Source material:
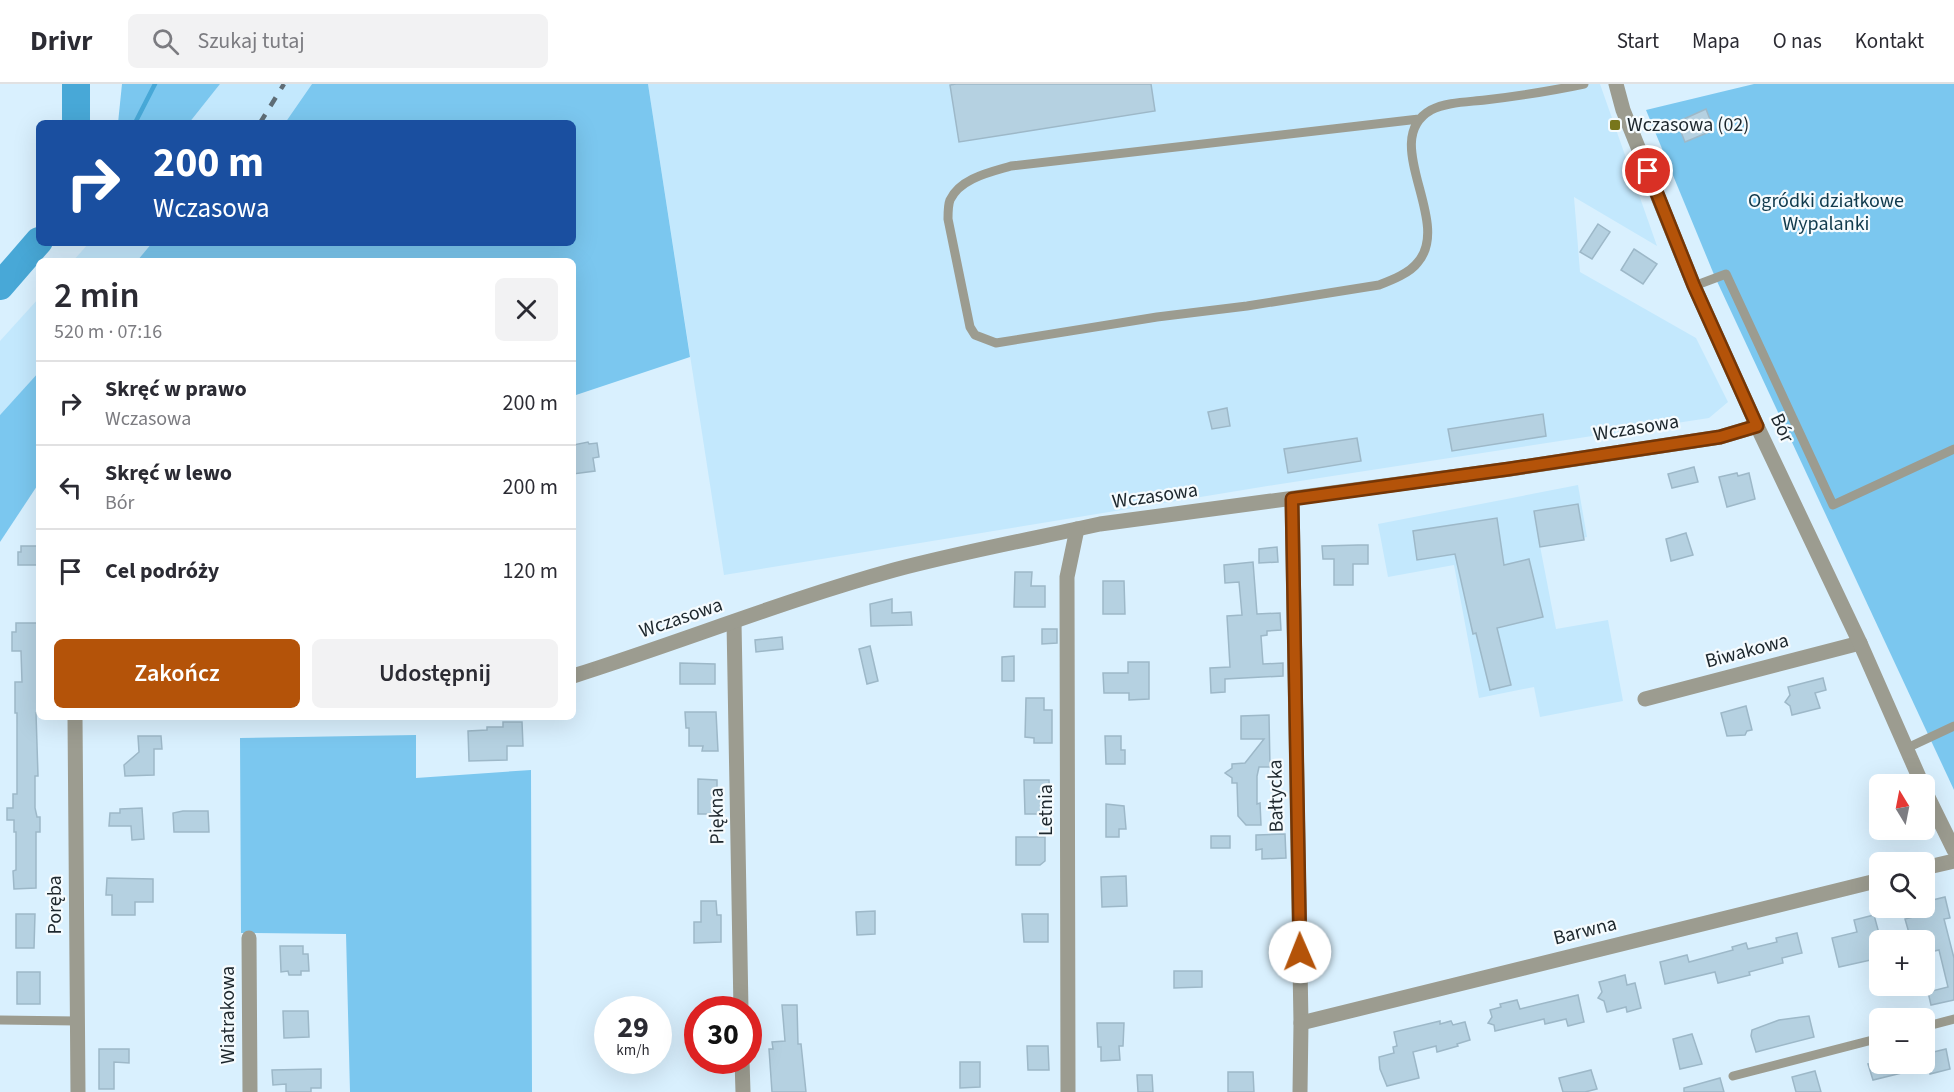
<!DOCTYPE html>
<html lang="pl">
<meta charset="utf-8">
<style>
:root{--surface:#fff;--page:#f2f2f3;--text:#2b2b33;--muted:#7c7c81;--line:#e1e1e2;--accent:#b45309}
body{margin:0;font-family:"Source Sans 3",sans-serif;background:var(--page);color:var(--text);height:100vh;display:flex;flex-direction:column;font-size:22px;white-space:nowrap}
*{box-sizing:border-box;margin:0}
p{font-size:20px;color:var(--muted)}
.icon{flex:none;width:33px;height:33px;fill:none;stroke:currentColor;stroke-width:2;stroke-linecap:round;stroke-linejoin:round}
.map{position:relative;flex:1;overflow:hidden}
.details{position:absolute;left:36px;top:174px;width:540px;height:462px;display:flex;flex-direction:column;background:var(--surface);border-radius:9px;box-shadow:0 6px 24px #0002}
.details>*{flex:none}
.top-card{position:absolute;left:36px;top:36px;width:540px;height:126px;border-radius:9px;box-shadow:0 6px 24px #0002;background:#1a4fa0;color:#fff;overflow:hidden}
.needle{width:39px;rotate:350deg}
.tools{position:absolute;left:1869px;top:690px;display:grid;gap:12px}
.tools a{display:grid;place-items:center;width:66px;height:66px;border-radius:9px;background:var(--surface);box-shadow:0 6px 24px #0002;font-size:30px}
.speed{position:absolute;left:594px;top:912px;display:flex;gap:12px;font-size:30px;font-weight:700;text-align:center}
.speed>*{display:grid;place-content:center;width:78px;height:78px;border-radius:50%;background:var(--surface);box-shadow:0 6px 24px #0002;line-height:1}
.speed small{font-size:15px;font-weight:400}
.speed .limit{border:9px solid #d22;background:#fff;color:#111}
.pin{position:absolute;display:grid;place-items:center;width:51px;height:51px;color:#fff;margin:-26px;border:3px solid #fff;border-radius:50%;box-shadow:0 2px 6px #0007}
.me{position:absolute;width:66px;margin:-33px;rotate:359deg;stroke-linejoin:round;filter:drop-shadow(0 0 4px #0008)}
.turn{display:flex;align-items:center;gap:21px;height:126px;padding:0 18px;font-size:27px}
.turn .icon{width:78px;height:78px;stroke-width:2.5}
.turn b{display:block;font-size:42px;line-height:51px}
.round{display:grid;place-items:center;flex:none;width:63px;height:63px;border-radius:9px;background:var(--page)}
.overview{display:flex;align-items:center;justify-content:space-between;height:102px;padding:0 18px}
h1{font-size:36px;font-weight:600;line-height:45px}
.cta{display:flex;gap:12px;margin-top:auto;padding:12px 18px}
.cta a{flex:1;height:69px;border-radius:9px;background:var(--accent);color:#fff;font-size:24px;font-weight:600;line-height:69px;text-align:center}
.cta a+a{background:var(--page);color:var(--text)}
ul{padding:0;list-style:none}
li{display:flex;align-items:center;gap:18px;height:84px;padding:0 18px;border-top:2px solid var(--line)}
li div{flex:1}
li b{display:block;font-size:22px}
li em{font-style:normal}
header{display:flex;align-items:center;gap:36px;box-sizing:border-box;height:84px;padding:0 30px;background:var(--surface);border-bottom:2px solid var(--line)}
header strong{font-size:28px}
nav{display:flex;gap:33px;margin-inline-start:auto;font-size:21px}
.search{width:420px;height:54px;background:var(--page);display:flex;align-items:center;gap:15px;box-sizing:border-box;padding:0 21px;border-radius:9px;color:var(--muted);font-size:22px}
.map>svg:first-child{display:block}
</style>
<header>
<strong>Drivr</strong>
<div class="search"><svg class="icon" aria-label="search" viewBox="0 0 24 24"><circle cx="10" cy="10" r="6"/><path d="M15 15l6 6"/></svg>Szukaj tutaj</div>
<nav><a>Start</a><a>Mapa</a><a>O nas</a><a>Kontakt</a></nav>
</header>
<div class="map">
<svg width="1954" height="1008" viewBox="0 0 1954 1008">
<rect width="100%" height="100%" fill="#d9f0fe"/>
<!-- built -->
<g fill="#c3e8fd">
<polygon points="220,0 312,0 285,39 189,39"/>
<polygon points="648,0 1600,0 1657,162 1574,113 1580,188 1696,254 1728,318 1709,334 1274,401 724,491"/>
<polygon points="89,159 152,159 137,177 73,177"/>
<polygon points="39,214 39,288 0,331 0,257"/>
<polygon points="1578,401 1587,453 1540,462 1556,545 1608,536 1623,617 1540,633 1534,603 1479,614 1454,481 1388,493 1378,440"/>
</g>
<!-- green -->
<g fill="#7bc7ef">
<polygon points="122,0 220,0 189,39 118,39"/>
<polygon points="312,0 648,0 690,273 573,312 573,177 137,177 152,159 573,159 573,39 285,39"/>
<polygon points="1754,0 1954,0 1954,706 1715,193 1646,26"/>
<polygon points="39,288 39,399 0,458 0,331"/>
<polygon points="416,651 416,694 531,686 532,1008 350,1008 346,850 241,849 240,654"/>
</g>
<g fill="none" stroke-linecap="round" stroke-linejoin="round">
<!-- stream -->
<polyline stroke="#48a8d7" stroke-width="4.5" points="135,39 155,0"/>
<!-- river -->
<g stroke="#48a8d7" stroke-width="28">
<polyline points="76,39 76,0"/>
<polyline points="0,202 39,157"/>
</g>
</g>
<!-- building -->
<g fill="#b5d1e1" stroke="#9db8c8" stroke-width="1.5">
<polygon points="956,0 1151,0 1155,27 959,58 950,1"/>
<polygon points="1706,25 1714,46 1685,58 1677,38"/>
<polygon points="1598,140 1610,148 1592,175 1580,168"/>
<polygon points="1634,165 1657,180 1643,200 1621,186"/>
<polygon points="1227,324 1230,342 1212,345 1208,328"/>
<polygon points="1543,330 1546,352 1452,367 1448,345"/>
<polygon points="1357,354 1361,377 1288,389 1284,365"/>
<polygon points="588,358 589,360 597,359 599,373 593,374 595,387 573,390 573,361"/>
<polygon points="1694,383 1698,398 1672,404 1668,390"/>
<polygon points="1737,389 1738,392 1749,389 1755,415 1727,423 1719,393"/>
<polygon points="1578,420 1584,456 1540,463 1534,427"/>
<polygon points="1497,434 1504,481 1529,475 1543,533 1497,544 1511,601 1490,606 1476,549 1473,550 1455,470 1417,476 1413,447"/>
<polygon points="1686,449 1693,471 1671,477 1666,455"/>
<polygon points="1358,461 1368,461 1368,480 1353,480 1353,501 1334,501 1334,475 1323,475 1322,462"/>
<polygon points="21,462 39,462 39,481 18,481 18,468 21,468"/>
<polygon points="1277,463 1278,478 1259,479 1259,465"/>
<polygon points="1253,478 1257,530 1280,529 1281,546 1267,547 1267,551 1261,552 1263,580 1283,579 1283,592 1225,595 1225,608 1211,609 1210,584 1230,583 1227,532 1242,531 1239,498 1225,499 1224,481"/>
<polygon points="1015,488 1032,488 1031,502 1045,502 1045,523 1014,523"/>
<polygon points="1103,497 1124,497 1125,530 1103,530"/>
<polygon points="892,515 892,529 911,528 912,541 871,542 870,520"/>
<polygon points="16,539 39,539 39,629 36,629 38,692 35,692 35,724 37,733 40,733 40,748 36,748 36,804 14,805 13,787 16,786 16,748 14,748 14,736 7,736 7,724 13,724 13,710 17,710 17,629 15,629 15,598 22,598 21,567 12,567 12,548 16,548"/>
<polygon points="1042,545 1057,545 1057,559 1042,560"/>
<polygon points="782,553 783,565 756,568 755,556"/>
<polygon points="870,562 878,597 867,600 859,565"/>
<polygon points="1014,572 1014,597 1002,597 1002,573"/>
<polygon points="1128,578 1149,578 1149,615 1129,616 1129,609 1104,609 1103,589 1128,589"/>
<polygon points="680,579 715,580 715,600 680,600"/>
<polygon points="1823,594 1826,606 1815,609 1820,624 1792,631 1790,622 1785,618 1790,611 1788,603"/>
<polygon points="1026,614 1044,614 1044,626 1052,626 1052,659 1034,659 1034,654 1025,653"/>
<polygon points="1746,622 1752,646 1747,647 1745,651 1727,652 1721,629"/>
<polygon points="685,628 716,628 718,667 702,667 703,662 689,662 689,644 686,644"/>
<polygon points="1269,631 1270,683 1259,683 1257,692 1257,720 1260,719 1261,741 1246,741 1238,732 1237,699 1232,699 1232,694 1225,689 1232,684 1232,680 1245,679 1264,655 1241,655 1241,632"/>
<polygon points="503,638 522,638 523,662 507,662 507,676 469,677 468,647 487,646 487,643 503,643"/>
<polygon points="138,652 161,652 162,665 154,665 154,691 125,692 124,681 139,668"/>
<polygon points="1105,652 1121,652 1121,666 1125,666 1125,680 1106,680"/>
<polygon points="698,695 717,696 717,730 698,730"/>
<polygon points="1024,696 1049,696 1050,730 1025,730"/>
<polygon points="1106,720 1124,722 1126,745 1119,745 1119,753 1106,753"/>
<polygon points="142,724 144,755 132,756 131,742 109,742 110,729 120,729 120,725"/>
<polygon points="183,727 208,727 209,748 174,748 173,729"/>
<polygon points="1285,750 1286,774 1262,775 1262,765 1256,766 1256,751"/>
<rect x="1211" y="752" width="19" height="12"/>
<polygon points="1016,753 1045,753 1045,777 1040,781 1016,781"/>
<polygon points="1126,792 1127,822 1102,823 1101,793"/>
<polygon points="107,794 153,795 153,818 135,818 135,831 112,831 112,811 106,811"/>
<polygon points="1945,813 1950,834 1944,835 1954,874 1954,916 1931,921 1928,908 1948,903 1939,866 1930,868 1926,853 1911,856 1905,835 1926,830 1924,818"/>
<polygon points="701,817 716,817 717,831 721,831 721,858 694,859 694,838 701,838"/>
<polygon points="875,827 875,850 857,851 856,828"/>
<polygon points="16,830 35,830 34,864 16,864"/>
<polygon points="1022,830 1048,830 1048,858 1024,858"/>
<polygon points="1874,831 1880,853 1880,874 1839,883 1832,854 1857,848 1854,836"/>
<polygon points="1797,849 1802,869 1782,874 1783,879 1749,888 1750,891 1718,899 1715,888 1665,900 1660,878 1687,871 1689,878 1733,866 1732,863 1746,859 1748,865 1777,858 1776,854"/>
<polygon points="280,862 303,862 303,870 308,870 309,887 301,887 301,891 289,891 288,887 281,888"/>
<polygon points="1174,887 1202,887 1202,903 1174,904"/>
<rect x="17" y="888" width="23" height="32"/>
<polygon points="1625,891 1627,901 1635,899 1641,924 1627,928 1626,923 1607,928 1604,917 1598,914 1602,908 1599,898"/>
<polygon points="1578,911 1584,938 1568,942 1566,935 1545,940 1544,935 1495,947 1494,941 1488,939 1492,933 1490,926 1501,923 1500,920 1517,916 1520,925"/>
<polygon points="782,921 797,921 798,960 801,960 806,1008 772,1008 769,965 773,965 772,958 785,957"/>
<polygon points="283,927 308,927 309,953 284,954"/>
<polygon points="1809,932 1814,953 1756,968 1751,952 1752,946 1779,936"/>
<polygon points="1440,937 1440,940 1451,937 1453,941 1465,938 1470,956 1457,960 1458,962 1437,968 1436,962 1413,968 1419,994 1387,1002 1380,985 1379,973 1394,969 1393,963 1397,962 1394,948"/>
<polygon points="1097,939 1124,939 1123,962 1119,962 1120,976 1101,977 1101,963 1098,963"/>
<polygon points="1692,950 1702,980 1680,985 1673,955"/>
<polygon points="1027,962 1048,962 1049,986 1028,986"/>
<polygon points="99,965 129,965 129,979 114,978 114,1005 99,1005"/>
<polygon points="1946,965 1950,985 1930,990 1925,970"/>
<polygon points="960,978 980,978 980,1003 960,1004"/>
<polygon points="1868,980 1921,980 1922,984 1873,996"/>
<polygon points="321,985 321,1004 311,1004 311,1008 286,1008 286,1000 273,1001 272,986"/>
<polygon points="1591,986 1597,1005 1585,1008 1563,1008 1559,994"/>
<polygon points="1815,987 1821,1008 1796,1008 1792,993"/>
<polygon points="1228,988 1253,988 1254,1008 1228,1008"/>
<polygon points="1137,991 1152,991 1153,1008 1138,1008"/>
<polygon points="1720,994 1724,1008 1684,1008 1684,1004"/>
</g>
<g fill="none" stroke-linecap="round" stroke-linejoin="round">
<!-- service -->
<g stroke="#9c9c90" stroke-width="9">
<path d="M1419,35L1011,82C991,88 960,94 950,116C948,121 948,129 948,135L970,243L975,251L996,259L1157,233L1247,222L1379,201C1392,196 1410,189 1418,178C1453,137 1378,56 1431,26C1446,18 1468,18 1485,16C1518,12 1551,7 1584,0"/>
<polyline points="1694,202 1726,190 1833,421 1954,365"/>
<polyline points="1905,665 1954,642"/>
<polyline points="0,936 77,937"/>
<polyline points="1924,943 1954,935"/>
<polyline points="1733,992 1880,954"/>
</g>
<!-- minor -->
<g stroke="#9c9c90" stroke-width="15">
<polyline points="1292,415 1301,939 1300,1008"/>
<polyline points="734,538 741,926"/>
<path d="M573,592C681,558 785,516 894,486C954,470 1016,458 1077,445L1100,440L1510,385L1720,353L1757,342"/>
<polyline points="1645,615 1860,559"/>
<polyline points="75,633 78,1008"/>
<polyline points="1924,784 1954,777"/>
<polyline points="249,854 250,1008"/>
<polyline points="1301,939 1880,796"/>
<polyline points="742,976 743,1008"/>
<polyline points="1068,1008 1067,493 1077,445"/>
</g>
<!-- tertiary -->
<g stroke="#9c9c90" stroke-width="15">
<polyline points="1616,0 1623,26 1694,202 1757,342 1860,559 1922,700"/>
<polyline points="1924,705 1954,766"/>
</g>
<!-- rail -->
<polyline stroke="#5f6d76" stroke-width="4.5" stroke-dasharray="10 10" stroke-linecap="butt" points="260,39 284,0"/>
</g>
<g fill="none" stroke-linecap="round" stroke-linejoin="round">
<!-- route casing -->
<g stroke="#753606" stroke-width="15">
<polyline id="route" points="1300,868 1292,415 1509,385 1720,353 1757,342 1694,202 1648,87"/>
</g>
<!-- route -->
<use href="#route" stroke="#b45309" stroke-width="10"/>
</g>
<!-- markers -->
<rect fill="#78761b" stroke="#f5fbfe" stroke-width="2" x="1609" y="35" width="12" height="12" rx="3"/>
<g text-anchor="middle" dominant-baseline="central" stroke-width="4.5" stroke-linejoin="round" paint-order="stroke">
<!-- poi labels -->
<g font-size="20" fill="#1d272d" stroke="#f5fbfe" text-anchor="start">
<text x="1627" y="41">Wczasowa (02)</text>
</g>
<!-- park labels -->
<g font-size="20" fill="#103a4d" stroke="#f5fbfe">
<text x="1826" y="117">Ogródki działkowe<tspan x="1826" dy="23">Wypalanki</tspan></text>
</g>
<!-- street labels -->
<g font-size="20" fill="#1d272d" stroke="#f5fbfe">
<text transform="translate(1636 344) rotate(-9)">Wczasowa</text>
<text transform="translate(1782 344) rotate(65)">Bór</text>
<text transform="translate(1155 412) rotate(-8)">Wczasowa</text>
<text transform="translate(681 534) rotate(-19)">Wczasowa</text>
<text transform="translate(1747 567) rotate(-15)">Biwakowa</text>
<text transform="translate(1276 712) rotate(-91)">Bałtycka</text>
<text transform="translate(1046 726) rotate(-90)">Letnia</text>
<text transform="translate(717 732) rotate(-91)">Piękna</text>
<text transform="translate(55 821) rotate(-90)">Poręba</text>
<text transform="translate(1585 847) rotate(-14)">Barwna</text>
<text transform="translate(228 931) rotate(-90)">Wiatrakowa</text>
</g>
</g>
</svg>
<div class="tools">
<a><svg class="needle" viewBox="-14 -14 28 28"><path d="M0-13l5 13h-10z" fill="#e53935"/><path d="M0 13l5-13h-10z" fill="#7c7c81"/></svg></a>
<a><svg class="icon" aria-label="search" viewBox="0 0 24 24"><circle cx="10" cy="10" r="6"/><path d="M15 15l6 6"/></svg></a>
<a>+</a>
<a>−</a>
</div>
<div class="speed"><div>29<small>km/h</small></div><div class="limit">30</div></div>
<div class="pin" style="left:1648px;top:87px;background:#d93025"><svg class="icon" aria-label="arrive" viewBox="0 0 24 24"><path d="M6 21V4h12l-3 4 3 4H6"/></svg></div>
<svg class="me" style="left:1300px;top:868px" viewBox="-20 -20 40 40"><circle r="19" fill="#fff"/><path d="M0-13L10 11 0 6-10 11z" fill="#b45309"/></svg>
<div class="top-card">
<div class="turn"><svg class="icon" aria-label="right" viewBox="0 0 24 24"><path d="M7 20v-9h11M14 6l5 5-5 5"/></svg><div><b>200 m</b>Wczasowa</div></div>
</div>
<section class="details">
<div class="overview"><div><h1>2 min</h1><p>520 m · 07:16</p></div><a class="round"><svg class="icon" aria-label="close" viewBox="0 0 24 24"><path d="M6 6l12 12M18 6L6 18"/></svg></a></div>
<ul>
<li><svg class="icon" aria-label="right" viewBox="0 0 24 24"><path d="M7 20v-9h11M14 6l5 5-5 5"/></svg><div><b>Skręć w prawo</b><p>Wczasowa</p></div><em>200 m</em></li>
<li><svg class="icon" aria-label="left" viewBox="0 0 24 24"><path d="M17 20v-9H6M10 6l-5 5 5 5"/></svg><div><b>Skręć w lewo</b><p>Bór</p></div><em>200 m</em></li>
<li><svg class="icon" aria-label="arrive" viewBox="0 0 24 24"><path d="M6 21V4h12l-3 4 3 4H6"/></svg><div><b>Cel podróży</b></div><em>120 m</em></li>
</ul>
<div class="cta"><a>Zakończ</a><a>Udostępnij</a></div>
</section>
</div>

What is expected: Look through the material above and work out how many of its lines contain "shadow". State the number only.

Answer to this exercise: 6